EXERCISE:
Write out exactly the lines running from the one with "Annotate the map" to the last line of the entries, keeping both the first and the last.

RECORD EXCERPTS:
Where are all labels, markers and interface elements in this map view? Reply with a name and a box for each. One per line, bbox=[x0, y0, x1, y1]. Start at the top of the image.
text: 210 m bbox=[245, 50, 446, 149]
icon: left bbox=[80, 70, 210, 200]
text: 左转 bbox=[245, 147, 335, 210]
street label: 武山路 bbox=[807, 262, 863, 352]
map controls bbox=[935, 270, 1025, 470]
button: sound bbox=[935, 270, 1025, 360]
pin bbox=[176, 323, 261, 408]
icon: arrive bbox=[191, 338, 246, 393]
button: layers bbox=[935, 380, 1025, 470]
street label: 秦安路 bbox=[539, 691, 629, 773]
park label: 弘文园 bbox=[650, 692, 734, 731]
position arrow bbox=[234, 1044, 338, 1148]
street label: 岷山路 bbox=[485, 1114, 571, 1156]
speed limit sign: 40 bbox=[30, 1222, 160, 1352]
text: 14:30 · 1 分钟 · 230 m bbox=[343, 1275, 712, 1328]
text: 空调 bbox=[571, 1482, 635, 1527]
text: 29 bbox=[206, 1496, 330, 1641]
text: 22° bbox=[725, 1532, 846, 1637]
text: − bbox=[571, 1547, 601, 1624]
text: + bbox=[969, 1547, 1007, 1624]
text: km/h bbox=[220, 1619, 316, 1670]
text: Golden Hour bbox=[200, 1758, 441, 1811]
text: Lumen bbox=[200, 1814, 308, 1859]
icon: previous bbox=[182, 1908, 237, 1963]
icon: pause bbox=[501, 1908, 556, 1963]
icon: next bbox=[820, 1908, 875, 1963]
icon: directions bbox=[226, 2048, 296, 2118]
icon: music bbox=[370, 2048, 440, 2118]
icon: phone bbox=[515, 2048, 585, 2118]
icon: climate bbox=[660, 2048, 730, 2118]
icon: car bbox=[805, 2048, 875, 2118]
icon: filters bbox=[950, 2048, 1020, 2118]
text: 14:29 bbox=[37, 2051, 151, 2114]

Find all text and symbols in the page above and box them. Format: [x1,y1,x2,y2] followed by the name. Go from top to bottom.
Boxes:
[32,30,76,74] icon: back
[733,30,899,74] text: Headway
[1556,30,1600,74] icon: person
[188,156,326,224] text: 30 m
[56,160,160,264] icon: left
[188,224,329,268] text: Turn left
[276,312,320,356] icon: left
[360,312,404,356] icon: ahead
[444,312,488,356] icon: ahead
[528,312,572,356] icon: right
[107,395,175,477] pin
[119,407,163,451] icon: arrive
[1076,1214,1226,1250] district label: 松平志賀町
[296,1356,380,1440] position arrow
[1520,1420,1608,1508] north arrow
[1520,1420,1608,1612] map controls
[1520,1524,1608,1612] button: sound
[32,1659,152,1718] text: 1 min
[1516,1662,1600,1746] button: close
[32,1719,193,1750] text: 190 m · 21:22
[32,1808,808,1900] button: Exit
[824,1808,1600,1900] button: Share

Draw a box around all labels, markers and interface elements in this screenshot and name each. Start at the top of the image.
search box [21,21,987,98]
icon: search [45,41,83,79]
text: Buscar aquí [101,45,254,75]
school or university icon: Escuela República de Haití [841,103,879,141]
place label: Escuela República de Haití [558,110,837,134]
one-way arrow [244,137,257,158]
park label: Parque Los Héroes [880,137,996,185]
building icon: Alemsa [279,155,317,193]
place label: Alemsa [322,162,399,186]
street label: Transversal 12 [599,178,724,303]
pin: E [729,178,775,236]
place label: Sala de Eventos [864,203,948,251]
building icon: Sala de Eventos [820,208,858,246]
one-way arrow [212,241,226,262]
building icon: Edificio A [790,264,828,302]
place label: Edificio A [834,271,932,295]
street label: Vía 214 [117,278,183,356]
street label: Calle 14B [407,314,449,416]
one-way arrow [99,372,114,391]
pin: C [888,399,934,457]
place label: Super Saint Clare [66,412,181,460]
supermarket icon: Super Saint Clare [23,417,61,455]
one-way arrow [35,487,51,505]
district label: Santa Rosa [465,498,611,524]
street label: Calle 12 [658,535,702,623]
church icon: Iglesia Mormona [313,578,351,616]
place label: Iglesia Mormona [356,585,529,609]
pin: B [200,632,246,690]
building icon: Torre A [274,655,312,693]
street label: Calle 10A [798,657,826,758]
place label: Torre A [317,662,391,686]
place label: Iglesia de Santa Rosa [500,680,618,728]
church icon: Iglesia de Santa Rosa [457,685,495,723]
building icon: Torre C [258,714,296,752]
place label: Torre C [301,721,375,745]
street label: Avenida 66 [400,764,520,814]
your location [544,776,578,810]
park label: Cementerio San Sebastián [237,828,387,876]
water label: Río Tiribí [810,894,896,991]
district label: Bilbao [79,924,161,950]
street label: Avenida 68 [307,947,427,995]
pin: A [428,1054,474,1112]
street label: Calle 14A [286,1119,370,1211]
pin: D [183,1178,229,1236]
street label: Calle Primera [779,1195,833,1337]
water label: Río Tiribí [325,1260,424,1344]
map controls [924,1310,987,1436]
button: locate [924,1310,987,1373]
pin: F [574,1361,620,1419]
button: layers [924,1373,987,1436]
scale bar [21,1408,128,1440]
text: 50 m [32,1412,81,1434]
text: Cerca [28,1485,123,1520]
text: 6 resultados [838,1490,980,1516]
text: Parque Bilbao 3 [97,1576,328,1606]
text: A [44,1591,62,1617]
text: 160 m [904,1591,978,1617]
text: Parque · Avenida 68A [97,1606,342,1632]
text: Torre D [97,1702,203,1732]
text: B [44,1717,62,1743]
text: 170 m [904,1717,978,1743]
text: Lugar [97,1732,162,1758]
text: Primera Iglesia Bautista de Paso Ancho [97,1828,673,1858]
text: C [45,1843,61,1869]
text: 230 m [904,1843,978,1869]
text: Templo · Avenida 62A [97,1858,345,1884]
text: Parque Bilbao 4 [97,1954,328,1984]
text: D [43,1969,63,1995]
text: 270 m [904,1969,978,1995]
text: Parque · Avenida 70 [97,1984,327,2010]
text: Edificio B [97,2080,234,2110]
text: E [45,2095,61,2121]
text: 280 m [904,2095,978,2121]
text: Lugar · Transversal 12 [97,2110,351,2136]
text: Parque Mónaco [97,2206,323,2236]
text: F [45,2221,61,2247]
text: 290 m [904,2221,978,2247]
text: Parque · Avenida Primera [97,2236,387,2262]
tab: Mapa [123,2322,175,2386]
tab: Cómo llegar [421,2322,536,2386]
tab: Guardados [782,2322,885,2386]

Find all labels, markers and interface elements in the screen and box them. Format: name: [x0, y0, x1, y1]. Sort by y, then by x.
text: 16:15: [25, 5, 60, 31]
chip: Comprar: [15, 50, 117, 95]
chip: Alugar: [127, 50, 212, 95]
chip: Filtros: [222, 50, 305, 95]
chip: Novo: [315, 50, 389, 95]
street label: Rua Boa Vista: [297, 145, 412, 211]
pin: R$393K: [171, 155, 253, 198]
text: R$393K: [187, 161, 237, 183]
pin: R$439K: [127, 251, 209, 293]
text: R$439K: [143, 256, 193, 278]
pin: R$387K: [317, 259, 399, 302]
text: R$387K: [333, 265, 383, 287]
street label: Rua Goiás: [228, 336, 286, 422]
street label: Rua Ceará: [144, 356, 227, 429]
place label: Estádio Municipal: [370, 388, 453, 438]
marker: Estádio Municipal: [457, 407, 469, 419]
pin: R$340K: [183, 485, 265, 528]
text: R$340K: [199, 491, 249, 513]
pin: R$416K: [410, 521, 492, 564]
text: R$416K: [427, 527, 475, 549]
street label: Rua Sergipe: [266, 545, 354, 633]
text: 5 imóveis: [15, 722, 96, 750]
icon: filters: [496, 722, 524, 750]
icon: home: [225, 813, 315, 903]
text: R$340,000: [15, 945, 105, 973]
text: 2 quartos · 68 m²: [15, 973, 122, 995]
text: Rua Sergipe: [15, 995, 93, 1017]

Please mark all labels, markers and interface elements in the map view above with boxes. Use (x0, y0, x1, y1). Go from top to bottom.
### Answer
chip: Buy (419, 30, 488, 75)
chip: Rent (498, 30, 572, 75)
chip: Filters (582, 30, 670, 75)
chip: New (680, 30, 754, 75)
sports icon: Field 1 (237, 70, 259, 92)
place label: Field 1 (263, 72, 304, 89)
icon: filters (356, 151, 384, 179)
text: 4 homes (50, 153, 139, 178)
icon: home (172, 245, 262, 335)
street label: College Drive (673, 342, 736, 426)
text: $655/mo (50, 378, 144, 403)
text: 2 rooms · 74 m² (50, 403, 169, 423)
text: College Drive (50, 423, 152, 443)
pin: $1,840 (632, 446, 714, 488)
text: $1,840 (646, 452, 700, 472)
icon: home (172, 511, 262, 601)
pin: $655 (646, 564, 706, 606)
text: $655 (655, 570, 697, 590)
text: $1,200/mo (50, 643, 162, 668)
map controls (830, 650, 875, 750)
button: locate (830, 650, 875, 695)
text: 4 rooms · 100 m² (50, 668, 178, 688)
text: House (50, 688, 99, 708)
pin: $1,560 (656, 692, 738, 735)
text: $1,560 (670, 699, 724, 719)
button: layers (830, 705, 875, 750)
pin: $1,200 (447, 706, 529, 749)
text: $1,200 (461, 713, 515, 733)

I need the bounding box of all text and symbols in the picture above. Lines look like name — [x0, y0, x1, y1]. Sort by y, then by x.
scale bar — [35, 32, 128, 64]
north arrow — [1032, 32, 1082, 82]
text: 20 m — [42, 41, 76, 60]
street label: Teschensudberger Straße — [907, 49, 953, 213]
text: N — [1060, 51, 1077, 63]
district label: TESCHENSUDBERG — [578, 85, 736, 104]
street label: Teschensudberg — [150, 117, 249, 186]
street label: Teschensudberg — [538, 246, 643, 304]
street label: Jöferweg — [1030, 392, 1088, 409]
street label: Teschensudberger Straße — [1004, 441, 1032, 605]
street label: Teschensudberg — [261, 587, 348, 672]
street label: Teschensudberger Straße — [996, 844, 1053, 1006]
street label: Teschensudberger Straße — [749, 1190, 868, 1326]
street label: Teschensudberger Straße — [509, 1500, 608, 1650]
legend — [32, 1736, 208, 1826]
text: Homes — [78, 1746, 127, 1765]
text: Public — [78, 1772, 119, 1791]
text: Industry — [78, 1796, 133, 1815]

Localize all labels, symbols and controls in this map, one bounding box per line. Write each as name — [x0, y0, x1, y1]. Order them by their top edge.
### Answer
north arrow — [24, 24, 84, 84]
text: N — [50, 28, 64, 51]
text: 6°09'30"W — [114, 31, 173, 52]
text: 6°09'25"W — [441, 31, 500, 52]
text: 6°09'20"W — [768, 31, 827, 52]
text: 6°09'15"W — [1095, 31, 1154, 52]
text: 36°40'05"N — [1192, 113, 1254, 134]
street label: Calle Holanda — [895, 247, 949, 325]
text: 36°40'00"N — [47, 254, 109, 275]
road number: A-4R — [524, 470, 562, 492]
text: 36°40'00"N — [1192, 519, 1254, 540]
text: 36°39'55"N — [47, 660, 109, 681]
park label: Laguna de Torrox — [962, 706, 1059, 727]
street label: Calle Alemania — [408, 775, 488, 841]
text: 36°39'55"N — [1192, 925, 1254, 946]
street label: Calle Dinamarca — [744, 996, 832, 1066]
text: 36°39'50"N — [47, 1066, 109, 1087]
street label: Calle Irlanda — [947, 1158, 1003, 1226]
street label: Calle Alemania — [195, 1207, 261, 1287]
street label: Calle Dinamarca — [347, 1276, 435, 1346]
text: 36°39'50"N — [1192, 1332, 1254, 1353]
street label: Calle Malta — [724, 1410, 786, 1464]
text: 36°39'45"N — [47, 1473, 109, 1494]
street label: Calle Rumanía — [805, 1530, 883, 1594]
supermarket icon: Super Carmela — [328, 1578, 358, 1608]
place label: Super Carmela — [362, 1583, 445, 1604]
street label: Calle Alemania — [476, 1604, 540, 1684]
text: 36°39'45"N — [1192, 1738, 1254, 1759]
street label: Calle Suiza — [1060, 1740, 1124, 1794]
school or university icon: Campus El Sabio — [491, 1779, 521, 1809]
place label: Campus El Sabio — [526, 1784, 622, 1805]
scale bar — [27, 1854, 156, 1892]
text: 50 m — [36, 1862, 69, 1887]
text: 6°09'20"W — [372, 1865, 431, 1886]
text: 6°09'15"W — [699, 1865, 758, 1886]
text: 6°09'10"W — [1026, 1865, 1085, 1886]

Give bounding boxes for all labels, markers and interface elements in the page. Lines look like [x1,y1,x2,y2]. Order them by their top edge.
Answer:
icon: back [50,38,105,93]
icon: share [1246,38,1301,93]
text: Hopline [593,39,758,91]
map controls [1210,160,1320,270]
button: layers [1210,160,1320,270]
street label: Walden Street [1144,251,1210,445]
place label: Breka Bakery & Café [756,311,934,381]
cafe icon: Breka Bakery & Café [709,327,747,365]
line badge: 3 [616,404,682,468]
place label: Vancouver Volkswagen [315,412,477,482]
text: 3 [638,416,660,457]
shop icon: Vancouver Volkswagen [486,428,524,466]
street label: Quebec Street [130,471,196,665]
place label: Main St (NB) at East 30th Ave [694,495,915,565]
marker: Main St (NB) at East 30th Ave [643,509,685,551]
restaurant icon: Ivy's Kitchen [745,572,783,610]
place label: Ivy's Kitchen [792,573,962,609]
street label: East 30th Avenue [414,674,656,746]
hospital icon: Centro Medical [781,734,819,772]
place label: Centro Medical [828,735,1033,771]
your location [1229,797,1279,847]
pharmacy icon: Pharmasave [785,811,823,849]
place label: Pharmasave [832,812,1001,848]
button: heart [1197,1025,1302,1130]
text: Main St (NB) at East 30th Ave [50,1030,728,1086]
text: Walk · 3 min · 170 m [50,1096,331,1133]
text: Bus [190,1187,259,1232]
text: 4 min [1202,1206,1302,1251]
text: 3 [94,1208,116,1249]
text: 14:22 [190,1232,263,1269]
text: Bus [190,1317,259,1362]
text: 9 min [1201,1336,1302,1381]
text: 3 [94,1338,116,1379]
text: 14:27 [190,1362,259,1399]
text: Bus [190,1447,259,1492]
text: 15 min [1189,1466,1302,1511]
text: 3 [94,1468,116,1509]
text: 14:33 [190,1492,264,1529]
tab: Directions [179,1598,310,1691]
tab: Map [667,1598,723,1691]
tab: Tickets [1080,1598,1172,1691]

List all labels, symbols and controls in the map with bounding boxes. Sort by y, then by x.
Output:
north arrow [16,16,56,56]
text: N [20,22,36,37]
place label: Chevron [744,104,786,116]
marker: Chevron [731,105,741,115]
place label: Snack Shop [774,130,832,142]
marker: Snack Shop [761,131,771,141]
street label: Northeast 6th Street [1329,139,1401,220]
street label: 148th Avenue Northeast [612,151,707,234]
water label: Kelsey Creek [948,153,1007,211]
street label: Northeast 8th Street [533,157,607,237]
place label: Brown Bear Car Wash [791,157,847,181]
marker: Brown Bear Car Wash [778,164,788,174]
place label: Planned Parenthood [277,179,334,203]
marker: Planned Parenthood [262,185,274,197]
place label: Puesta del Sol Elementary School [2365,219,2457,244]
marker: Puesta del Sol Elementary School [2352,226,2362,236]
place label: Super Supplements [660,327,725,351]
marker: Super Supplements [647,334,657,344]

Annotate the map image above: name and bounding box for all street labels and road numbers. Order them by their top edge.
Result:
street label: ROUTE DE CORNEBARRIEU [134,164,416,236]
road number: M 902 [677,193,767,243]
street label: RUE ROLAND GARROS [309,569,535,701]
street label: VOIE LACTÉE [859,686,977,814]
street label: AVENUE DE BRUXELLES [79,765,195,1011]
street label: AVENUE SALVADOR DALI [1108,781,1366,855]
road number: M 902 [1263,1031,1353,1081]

WRITTEN RESPONSE:
Annotate the map image above: name and bounding box for all street labels and road numbers. Order them by their top edge.
Result:
street label: ROUTE DE CORNEBARRIEU [134,164,416,236]
road number: M 902 [677,193,767,243]
street label: RUE ROLAND GARROS [309,569,535,701]
street label: VOIE LACTÉE [859,686,977,814]
street label: AVENUE DE BRUXELLES [79,765,195,1011]
street label: AVENUE SALVADOR DALI [1108,781,1366,855]
road number: M 902 [1263,1031,1353,1081]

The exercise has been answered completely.